Goal of the exercise
Please transcribe the lines below exactly, and leave every image behind.

Exercise data
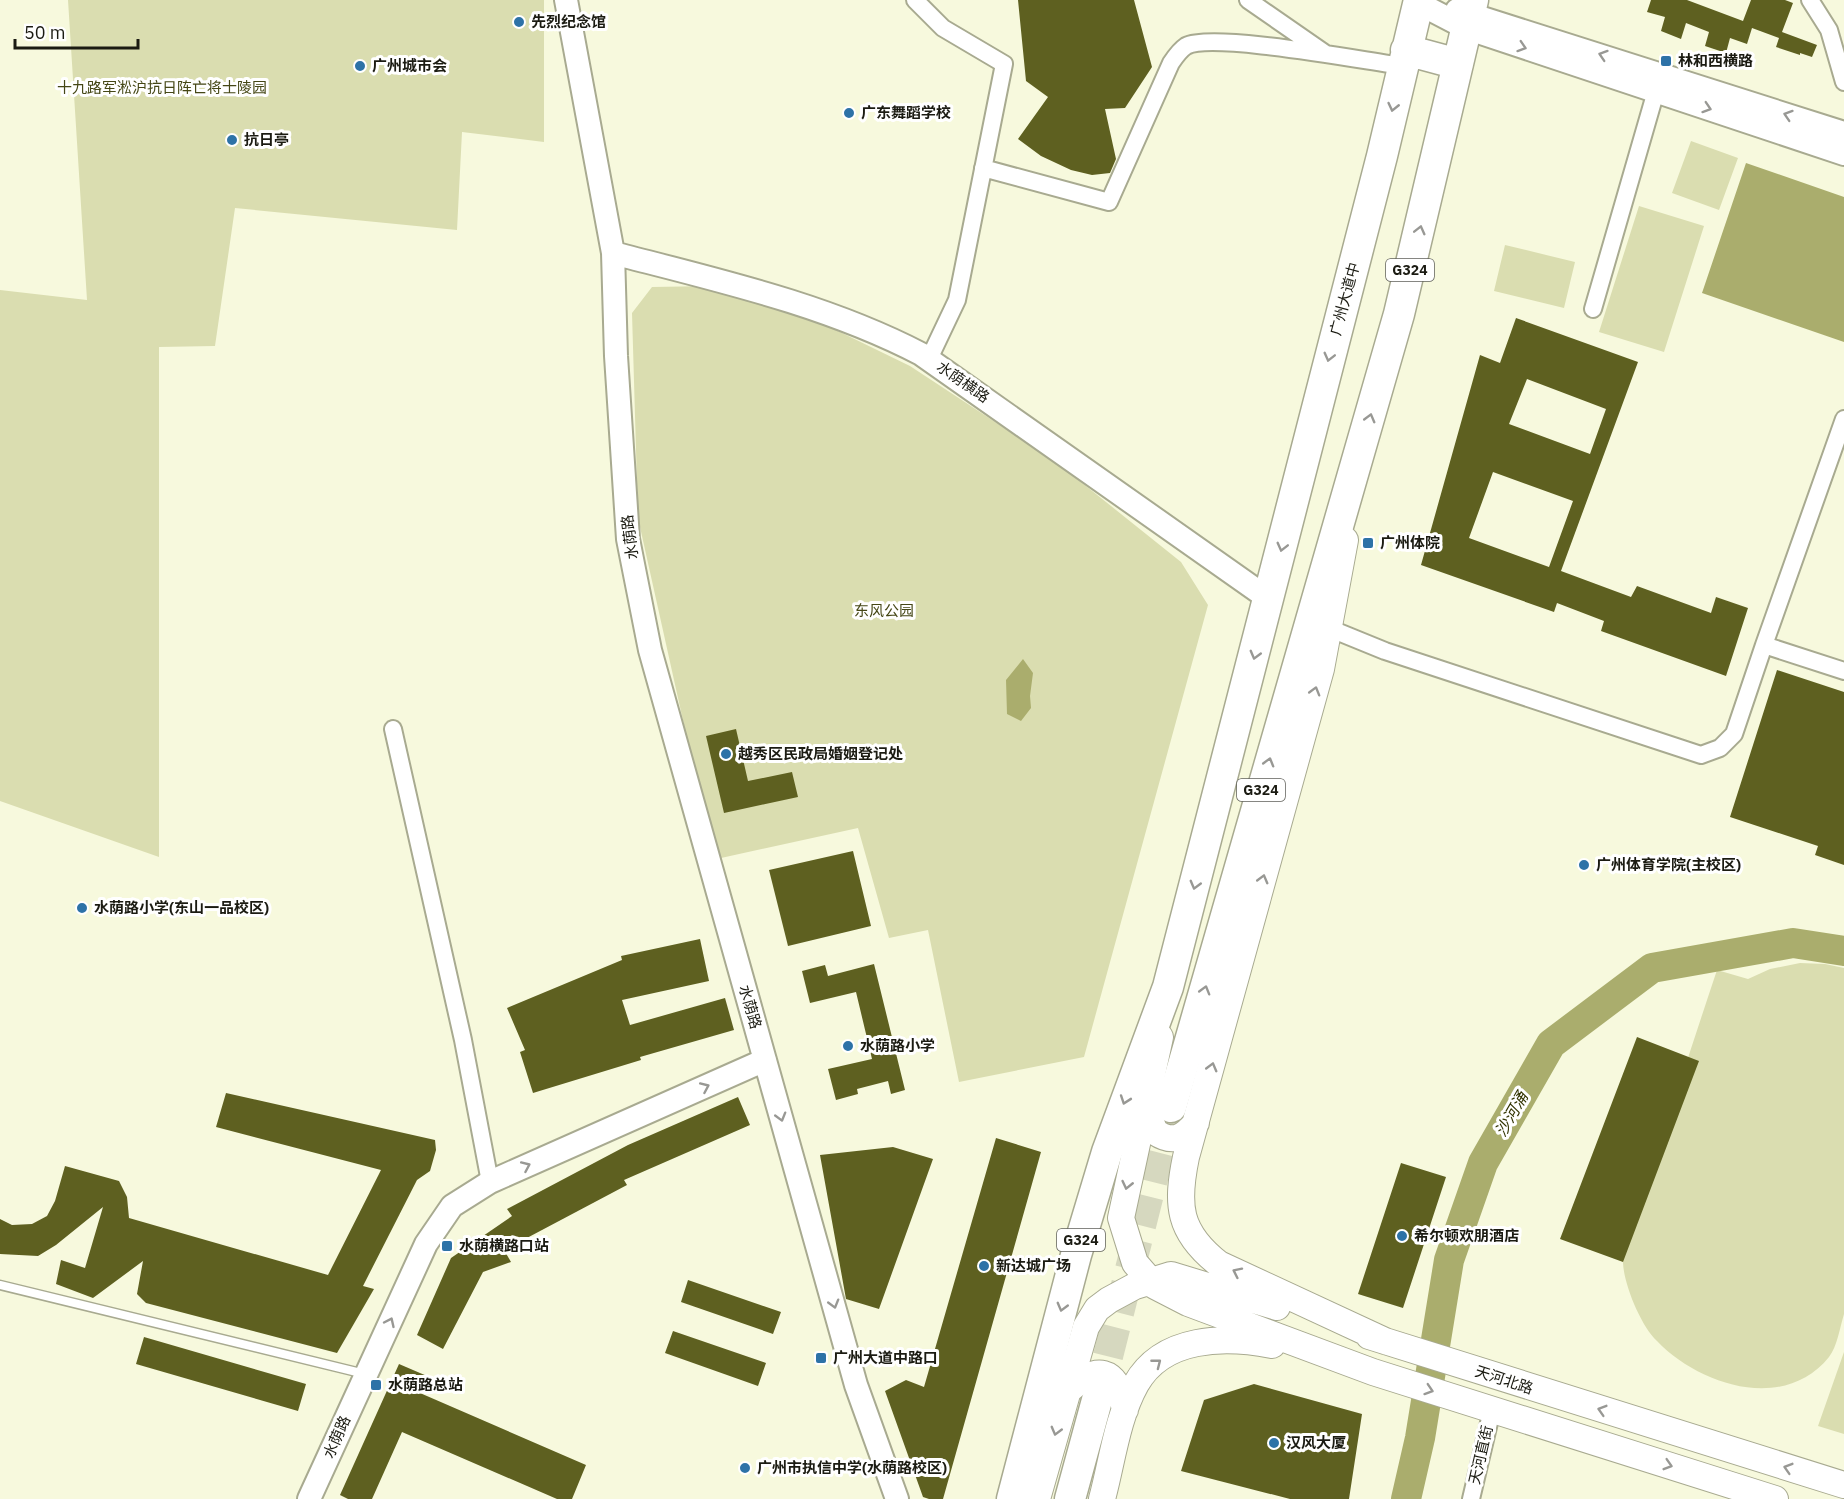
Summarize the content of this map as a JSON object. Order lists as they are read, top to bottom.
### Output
{
  "streets": {
    "highway": ["G324", "广州大道中"],
    "main road": ["天河北路"],
    "street": ["水荫横路", "水荫路", "天河直街"]
  },
  "crossings": [
    ["G324", "广州大道中"],
    ["G324", "水荫横路"],
    ["广州大道中", "水荫横路"],
    ["水荫横路", "水荫路"]
  ],
  "water": ["沙河涌"],
  "parks": ["十九路军淞沪抗日阵亡将士陵园", "东风公园"],
  "places": {
    "other": [
      "先烈纪念馆",
      "广州城市会",
      "广东舞蹈学校",
      "抗日亭",
      "越秀区民政局婚姻登记处",
      "广州体育学院(主校区)",
      "水荫路小学(东山一品校区)",
      "水荫路小学",
      "希尔顿欢朋酒店",
      "新达城广场",
      "汉风大厦",
      "广州市执信中学(水荫路校区)"
    ],
    "transit": [
      "林和西横路",
      "广州体院",
      "水荫横路口站",
      "广州大道中路口",
      "水荫路总站"
    ]
  },
  "scale_bar": "50 m"
}
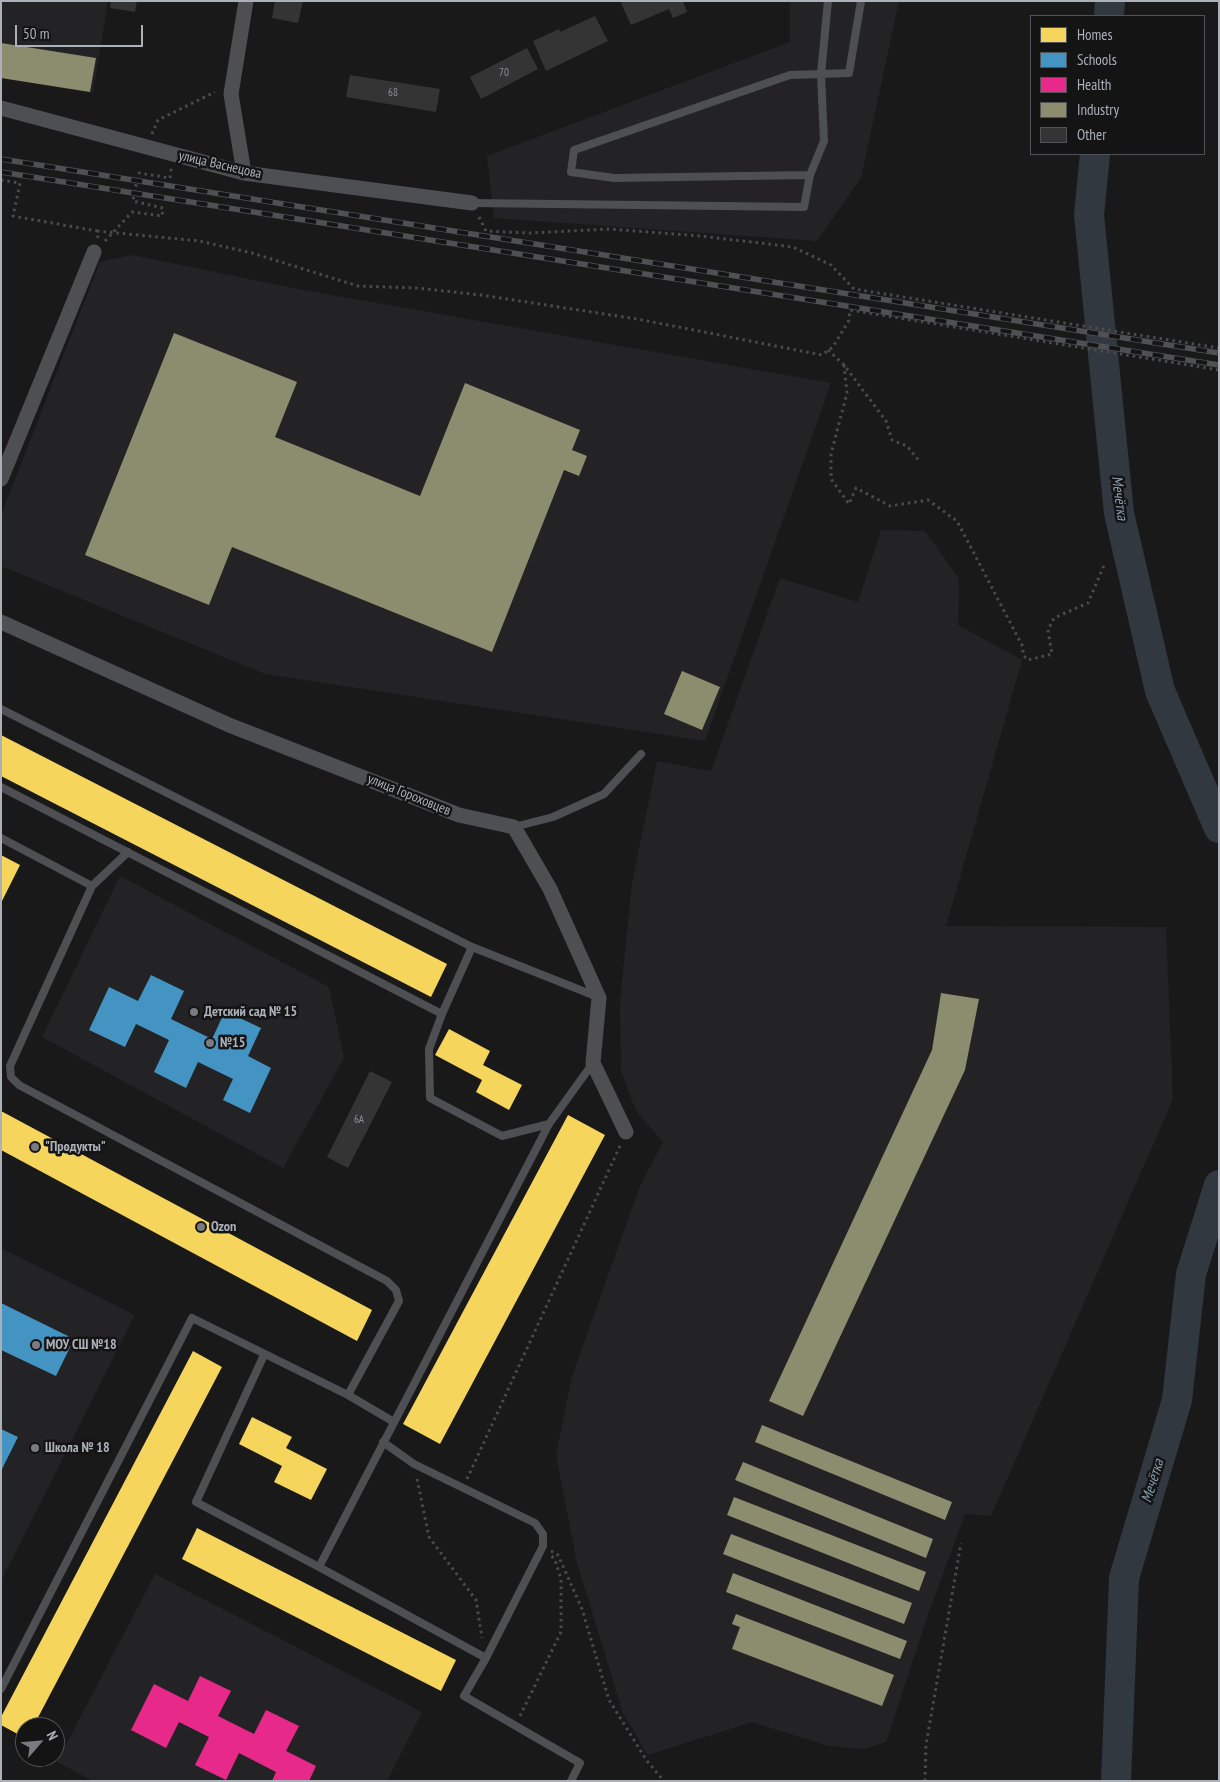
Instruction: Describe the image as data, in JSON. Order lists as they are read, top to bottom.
{
  "streets": {
    "street": ["улица Васнецова", "улица Гороховцев"]
  },
  "water": ["Мечётка"],
  "places": [
    "Детский сад № 15",
    "№15",
    "\"Продукты\"",
    "Ozon",
    "МОУ СШ №18",
    "Школа № 18"
  ],
  "house_numbers": ["70", "68", "6А"],
  "legend": [
    "Homes",
    "Schools",
    "Health",
    "Industry",
    "Other"
  ],
  "scale_bar": "50 m",
  "north": "top right"
}
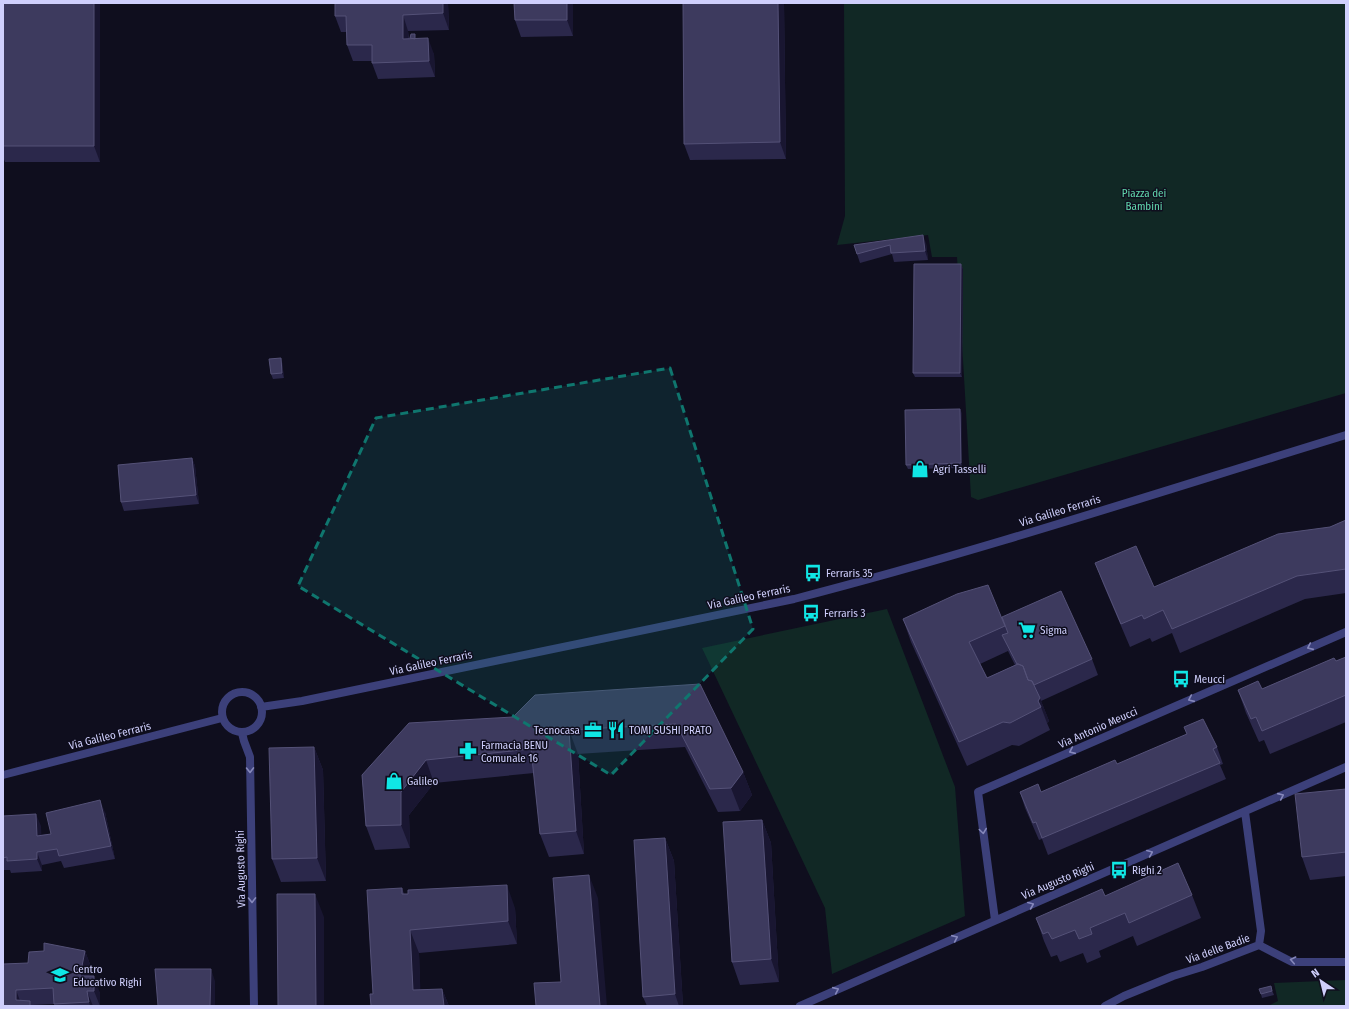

Solution for this task
Summarize the content of this map as a JSON object. Order lists as they are read, top to bottom.
### Output
{
  "streets": {
    "highway": ["G324", "广州大道中"],
    "main road": ["天河北路"],
    "street": ["水荫横路", "水荫路", "天河直街"]
  },
  "crossings": [
    ["G324", "广州大道中"],
    ["G324", "水荫横路"],
    ["广州大道中", "水荫横路"],
    ["水荫横路", "水荫路"]
  ],
  "water": ["沙河涌"],
  "parks": ["十九路军淞沪抗日阵亡将士陵园", "东风公园"],
  "places": {
    "other": [
      "先烈纪念馆",
      "广州城市会",
      "广东舞蹈学校",
      "抗日亭",
      "越秀区民政局婚姻登记处",
      "广州体育学院(主校区)",
      "水荫路小学(东山一品校区)",
      "水荫路小学",
      "希尔顿欢朋酒店",
      "新达城广场",
      "汉风大厦",
      "广州市执信中学(水荫路校区)"
    ],
    "transit": [
      "林和西横路",
      "广州体院",
      "水荫横路口站",
      "广州大道中路口",
      "水荫路总站"
    ]
  },
  "scale_bar": "50 m"
}
Instruction: Describe the image as data, in JSON. Order lists as they are read, top to bottom.
{
  "streets": {
    "street": ["улица Васнецова", "улица Гороховцев"]
  },
  "water": ["Мечётка"],
  "places": [
    "Детский сад № 15",
    "№15",
    "\"Продукты\"",
    "Ozon",
    "МОУ СШ №18",
    "Школа № 18"
  ],
  "house_numbers": ["70", "68", "6А"],
  "legend": [
    "Homes",
    "Schools",
    "Health",
    "Industry",
    "Other"
  ],
  "scale_bar": "50 m",
  "north": "top right"
}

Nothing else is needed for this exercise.